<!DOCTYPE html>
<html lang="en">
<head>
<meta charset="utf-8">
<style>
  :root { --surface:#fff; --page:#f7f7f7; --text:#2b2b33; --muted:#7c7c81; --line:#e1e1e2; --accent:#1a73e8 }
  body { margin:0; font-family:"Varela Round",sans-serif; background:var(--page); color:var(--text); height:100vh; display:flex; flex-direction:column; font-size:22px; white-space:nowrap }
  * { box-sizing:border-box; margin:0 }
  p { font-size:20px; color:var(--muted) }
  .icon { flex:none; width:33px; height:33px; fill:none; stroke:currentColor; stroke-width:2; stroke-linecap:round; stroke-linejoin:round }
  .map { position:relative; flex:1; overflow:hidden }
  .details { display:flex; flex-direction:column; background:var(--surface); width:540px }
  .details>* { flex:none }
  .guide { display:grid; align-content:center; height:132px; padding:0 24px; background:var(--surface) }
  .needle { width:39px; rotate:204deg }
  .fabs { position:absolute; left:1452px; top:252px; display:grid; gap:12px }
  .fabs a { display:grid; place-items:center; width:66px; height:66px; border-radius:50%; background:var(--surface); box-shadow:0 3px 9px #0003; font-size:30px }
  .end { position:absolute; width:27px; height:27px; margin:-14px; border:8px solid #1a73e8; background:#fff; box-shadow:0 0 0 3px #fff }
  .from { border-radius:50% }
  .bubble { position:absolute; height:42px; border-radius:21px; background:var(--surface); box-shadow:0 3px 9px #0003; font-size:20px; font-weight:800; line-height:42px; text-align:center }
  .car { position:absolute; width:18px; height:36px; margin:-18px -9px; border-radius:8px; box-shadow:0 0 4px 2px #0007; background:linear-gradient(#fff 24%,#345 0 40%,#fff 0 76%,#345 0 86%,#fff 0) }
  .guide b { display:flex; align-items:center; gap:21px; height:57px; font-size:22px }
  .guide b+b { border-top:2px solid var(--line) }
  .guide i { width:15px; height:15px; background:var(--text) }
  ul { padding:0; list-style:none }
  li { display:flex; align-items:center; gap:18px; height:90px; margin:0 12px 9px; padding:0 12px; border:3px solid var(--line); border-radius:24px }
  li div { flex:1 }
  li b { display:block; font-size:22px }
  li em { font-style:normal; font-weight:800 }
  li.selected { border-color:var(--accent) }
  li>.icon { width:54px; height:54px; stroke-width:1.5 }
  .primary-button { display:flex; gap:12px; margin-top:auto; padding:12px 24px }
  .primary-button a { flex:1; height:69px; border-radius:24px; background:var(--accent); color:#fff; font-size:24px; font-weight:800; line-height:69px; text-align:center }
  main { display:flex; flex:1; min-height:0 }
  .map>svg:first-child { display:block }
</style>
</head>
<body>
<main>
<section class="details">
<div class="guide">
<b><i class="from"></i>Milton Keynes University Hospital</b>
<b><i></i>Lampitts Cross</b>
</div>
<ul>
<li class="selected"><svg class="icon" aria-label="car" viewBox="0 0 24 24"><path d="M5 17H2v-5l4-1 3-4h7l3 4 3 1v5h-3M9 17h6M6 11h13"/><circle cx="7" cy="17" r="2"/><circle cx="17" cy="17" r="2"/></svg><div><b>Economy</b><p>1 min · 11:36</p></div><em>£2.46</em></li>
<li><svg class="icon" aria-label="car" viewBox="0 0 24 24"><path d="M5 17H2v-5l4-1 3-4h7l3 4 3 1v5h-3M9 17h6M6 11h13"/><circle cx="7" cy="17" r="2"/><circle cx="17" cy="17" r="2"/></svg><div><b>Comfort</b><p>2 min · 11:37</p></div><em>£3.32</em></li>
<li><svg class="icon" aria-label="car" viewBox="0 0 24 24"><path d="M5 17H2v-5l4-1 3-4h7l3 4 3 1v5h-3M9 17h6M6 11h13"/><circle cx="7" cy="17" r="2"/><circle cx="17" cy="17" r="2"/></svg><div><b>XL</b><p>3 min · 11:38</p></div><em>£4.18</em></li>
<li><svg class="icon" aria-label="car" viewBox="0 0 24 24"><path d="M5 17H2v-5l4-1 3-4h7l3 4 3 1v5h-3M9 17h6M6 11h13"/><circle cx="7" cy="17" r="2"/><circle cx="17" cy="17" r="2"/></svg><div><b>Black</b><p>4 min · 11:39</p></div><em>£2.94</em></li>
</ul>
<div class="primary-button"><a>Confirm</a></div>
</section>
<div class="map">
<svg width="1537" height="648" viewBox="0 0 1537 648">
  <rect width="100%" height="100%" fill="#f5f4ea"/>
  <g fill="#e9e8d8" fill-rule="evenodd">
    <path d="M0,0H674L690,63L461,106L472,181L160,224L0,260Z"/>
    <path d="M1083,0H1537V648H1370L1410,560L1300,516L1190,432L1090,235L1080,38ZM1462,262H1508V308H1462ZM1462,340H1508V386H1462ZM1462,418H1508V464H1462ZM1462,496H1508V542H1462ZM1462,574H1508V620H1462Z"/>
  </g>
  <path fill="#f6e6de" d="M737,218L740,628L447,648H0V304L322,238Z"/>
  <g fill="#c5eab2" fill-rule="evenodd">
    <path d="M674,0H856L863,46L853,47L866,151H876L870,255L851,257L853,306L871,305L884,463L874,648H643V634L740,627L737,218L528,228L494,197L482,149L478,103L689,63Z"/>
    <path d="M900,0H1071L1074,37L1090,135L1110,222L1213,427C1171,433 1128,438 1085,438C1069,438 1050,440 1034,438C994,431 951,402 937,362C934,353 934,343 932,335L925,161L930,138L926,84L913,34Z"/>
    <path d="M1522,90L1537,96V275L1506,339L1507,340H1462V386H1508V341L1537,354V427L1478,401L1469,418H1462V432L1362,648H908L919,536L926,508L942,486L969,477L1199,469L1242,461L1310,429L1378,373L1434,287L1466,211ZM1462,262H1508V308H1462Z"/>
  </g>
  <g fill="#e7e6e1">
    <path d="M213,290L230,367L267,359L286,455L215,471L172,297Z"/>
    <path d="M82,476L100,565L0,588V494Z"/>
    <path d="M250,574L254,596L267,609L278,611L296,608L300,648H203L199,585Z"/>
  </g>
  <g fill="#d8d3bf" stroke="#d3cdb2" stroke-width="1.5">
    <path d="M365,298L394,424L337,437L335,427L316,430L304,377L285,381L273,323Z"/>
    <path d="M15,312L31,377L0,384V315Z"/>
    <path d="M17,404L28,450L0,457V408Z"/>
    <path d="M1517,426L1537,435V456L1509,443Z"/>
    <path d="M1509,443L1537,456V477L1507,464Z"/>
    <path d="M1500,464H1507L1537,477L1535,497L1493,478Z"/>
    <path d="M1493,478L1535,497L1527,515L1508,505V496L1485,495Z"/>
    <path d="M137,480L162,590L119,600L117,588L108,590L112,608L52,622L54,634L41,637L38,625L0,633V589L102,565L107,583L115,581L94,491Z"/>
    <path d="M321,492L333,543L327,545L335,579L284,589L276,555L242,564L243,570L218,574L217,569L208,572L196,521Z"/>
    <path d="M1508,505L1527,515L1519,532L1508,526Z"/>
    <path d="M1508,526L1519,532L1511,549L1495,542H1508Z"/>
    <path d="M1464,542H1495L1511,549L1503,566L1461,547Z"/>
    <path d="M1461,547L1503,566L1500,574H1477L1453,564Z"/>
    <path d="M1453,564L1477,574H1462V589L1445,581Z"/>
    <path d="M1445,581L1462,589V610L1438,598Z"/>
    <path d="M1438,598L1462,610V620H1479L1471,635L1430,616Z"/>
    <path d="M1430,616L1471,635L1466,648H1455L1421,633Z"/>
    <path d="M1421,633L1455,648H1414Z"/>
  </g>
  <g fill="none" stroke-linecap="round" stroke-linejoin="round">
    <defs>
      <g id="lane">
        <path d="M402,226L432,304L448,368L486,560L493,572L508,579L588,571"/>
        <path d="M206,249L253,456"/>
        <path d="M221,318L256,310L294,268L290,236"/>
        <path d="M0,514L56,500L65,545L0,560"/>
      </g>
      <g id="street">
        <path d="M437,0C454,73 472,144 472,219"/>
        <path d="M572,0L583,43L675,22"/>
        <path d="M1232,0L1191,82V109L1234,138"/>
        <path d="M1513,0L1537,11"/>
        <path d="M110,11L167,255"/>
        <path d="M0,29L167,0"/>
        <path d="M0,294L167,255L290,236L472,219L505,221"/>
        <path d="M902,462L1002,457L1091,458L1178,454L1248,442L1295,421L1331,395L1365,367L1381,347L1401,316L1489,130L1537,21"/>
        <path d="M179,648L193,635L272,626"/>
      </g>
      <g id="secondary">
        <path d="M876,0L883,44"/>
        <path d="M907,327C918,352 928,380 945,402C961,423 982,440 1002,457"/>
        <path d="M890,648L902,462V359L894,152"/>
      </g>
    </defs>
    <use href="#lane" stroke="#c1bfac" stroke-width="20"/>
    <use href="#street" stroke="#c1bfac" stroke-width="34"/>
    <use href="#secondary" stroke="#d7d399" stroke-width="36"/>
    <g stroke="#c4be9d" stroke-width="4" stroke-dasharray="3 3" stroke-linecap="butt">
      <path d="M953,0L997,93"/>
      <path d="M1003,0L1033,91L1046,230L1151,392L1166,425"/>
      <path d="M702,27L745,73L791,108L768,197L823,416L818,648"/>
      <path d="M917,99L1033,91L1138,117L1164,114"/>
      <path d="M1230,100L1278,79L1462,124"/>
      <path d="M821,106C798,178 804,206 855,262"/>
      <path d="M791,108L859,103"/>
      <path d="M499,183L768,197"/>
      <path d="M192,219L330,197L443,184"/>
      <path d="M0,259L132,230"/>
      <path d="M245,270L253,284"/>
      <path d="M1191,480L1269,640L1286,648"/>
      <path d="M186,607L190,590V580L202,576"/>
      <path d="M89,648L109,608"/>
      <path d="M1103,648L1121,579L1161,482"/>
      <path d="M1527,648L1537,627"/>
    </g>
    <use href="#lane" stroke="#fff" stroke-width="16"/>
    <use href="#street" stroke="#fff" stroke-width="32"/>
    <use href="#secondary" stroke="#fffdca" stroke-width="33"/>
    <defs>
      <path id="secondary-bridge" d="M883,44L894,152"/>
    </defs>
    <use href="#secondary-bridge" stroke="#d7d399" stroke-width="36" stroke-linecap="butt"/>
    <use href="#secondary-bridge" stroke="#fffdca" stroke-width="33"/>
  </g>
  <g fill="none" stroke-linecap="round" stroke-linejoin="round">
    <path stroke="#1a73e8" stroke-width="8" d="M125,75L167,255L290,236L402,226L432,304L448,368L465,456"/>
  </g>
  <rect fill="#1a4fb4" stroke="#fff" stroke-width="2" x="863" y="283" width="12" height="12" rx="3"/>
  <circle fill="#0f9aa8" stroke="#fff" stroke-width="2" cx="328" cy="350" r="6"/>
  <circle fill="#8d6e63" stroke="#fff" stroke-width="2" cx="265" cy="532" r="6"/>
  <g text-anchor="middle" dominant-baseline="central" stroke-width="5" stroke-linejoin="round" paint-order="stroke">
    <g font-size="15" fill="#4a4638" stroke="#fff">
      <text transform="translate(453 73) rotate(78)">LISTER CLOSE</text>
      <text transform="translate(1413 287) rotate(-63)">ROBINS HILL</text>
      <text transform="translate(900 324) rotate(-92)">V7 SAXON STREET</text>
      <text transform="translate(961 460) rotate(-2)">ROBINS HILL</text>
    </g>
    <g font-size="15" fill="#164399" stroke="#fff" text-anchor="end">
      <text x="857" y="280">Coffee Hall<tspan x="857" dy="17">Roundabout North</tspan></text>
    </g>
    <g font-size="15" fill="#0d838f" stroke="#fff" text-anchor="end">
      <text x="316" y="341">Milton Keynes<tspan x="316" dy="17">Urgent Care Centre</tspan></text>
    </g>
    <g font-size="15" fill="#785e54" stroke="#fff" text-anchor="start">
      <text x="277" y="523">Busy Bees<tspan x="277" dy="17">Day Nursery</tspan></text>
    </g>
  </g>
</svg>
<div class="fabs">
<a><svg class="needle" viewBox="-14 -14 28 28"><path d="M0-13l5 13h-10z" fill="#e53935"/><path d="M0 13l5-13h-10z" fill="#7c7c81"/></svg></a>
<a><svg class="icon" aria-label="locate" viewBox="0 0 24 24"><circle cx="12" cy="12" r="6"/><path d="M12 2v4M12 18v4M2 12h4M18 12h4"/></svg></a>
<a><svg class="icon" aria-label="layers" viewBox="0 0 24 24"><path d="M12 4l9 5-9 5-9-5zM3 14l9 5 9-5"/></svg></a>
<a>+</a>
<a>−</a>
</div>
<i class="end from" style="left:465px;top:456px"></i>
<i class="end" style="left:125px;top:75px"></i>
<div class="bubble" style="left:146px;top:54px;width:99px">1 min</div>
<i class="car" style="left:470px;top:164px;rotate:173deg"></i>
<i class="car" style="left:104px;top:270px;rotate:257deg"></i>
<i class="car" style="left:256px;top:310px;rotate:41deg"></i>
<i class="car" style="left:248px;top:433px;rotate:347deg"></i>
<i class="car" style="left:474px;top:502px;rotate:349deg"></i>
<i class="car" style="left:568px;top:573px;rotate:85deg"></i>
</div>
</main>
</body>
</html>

☆ ☆ ☆

Assignment: Go through the entries above and count the lines containing "column". Give the number only.

Reply to the task: 2